Theater Department Chair Gloria Weinstock retires to pursue her acting career

Theater Arts Department Chair Gloria Weinstock had her last directorial appearance directing "Clybourne Park" at the Diego Rivera Theater on Nov. 23. (Photo by Niko Plagakis)
Theater Arts Department Chair Gloria Weinstock had her last directorial appearance directing “Clybourne Park” at the Diego Rivera Theater on Nov. 23. (Photo by Niko Plagakis)

By Charles Innis

The Guardsman

After directing her swan song “Clybourne Park” for six productions throughout November, Theater Arts Department Chair Gloria Weinstock is leaving City College.

This same veteran instructor has once acted alongside high-profile actors like Danny Glover and has opened for musicians like Janis Joplin, Jefferson Airplane and Santana in an Afro-Haitian dance group at The Fillmore.

Her retirement comes after almost 40 years of directing and instructing for the Theater Arts Department.

Yet despite her years of activity, she does not plan on being idle in her retirement.

After some brief rest and relaxation, Weinstock aims to travel the globe and re-immerse herself in the world of theater.

“My plan is to go back into professional theater and really listen to the universe,” she said.

Although she’s departing to pursue her own acting, one cannot conclude that she hasn’t had a fair share of experience in theatre already.

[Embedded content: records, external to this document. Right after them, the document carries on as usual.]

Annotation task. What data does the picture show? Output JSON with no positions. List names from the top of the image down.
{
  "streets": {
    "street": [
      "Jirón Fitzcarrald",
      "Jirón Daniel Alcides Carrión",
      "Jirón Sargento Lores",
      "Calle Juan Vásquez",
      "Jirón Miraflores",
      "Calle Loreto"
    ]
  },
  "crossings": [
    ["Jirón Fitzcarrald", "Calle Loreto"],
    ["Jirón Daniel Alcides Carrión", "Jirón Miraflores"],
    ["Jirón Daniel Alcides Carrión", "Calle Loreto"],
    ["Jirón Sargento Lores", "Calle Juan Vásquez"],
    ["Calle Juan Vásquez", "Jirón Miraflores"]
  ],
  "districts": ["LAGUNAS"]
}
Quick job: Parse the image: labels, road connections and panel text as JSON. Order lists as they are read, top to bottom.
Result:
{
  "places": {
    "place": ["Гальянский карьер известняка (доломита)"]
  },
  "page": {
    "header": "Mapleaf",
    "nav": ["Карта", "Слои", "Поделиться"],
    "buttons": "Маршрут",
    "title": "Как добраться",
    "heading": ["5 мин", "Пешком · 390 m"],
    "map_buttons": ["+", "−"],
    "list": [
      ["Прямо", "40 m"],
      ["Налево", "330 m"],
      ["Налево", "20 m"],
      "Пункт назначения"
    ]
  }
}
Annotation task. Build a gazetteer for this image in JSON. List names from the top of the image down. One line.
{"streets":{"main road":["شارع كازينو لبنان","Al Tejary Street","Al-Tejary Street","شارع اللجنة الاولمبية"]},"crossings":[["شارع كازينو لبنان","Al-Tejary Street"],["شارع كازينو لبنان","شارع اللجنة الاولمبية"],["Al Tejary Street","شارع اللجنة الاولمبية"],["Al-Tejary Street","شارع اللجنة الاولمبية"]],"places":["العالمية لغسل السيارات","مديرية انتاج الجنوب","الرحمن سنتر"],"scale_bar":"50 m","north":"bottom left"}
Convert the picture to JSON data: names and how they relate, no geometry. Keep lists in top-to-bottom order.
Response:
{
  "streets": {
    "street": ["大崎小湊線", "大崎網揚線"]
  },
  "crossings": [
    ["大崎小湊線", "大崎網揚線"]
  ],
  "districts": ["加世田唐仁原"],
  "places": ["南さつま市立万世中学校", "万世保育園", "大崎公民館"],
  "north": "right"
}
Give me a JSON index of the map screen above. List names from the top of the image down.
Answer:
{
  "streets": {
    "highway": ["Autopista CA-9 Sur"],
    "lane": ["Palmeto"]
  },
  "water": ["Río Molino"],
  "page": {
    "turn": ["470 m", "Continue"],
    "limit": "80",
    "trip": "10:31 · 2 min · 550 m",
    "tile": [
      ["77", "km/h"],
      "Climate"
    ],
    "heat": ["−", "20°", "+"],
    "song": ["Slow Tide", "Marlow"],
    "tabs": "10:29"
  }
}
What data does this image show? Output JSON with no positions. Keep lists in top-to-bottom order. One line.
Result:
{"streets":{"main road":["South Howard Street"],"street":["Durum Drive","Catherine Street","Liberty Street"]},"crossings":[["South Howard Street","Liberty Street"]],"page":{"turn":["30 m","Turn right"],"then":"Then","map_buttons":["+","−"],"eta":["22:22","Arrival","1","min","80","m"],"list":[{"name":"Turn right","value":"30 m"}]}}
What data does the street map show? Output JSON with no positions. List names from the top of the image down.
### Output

Since birth Weinstock’s had her hands in a myriad of artistic and theatrical endeavors, starting with her upbringing in an artist community in North Rochelle, N.Y.

Many acclaimed thespians and artists were raising families there during Weinstock’s childhood, including Ruby Dee and Ossie Davis, the former being an original cast member of the 1959’s Broadway production “A Raisin in the Sun.”

Both Dee and Davis mentored Weinstock with acting at a young age.

The three of them, along with other actors including Sidney Poitier, were founding members of the Theater Arts Company of Westchester.

“We would tour through Westchester County doing plays,” Weinstock said. “So by the time I was 15 I had been up and down Westchester county acting with this company.”

Years down the line, she found herself moving to San Francisco at a time when a whirlwind of artists and musicians were migrating across the country to the historic Haight-Ashbury streets.

She joined an Afro-Haitian dance group called The Kwanditos and danced opening shows for now-legendary musicians at The Fillmore.

But Weinstock’s history with City College begins in 1972 when she began taking classes in journalism, art and theatre for her own personal fulfillment.

Eventually she was picked by the chair of the African American Studies Department to teach a black theater class. As years went on, she continued teaching and became the Theater Arts Department chair in 2003.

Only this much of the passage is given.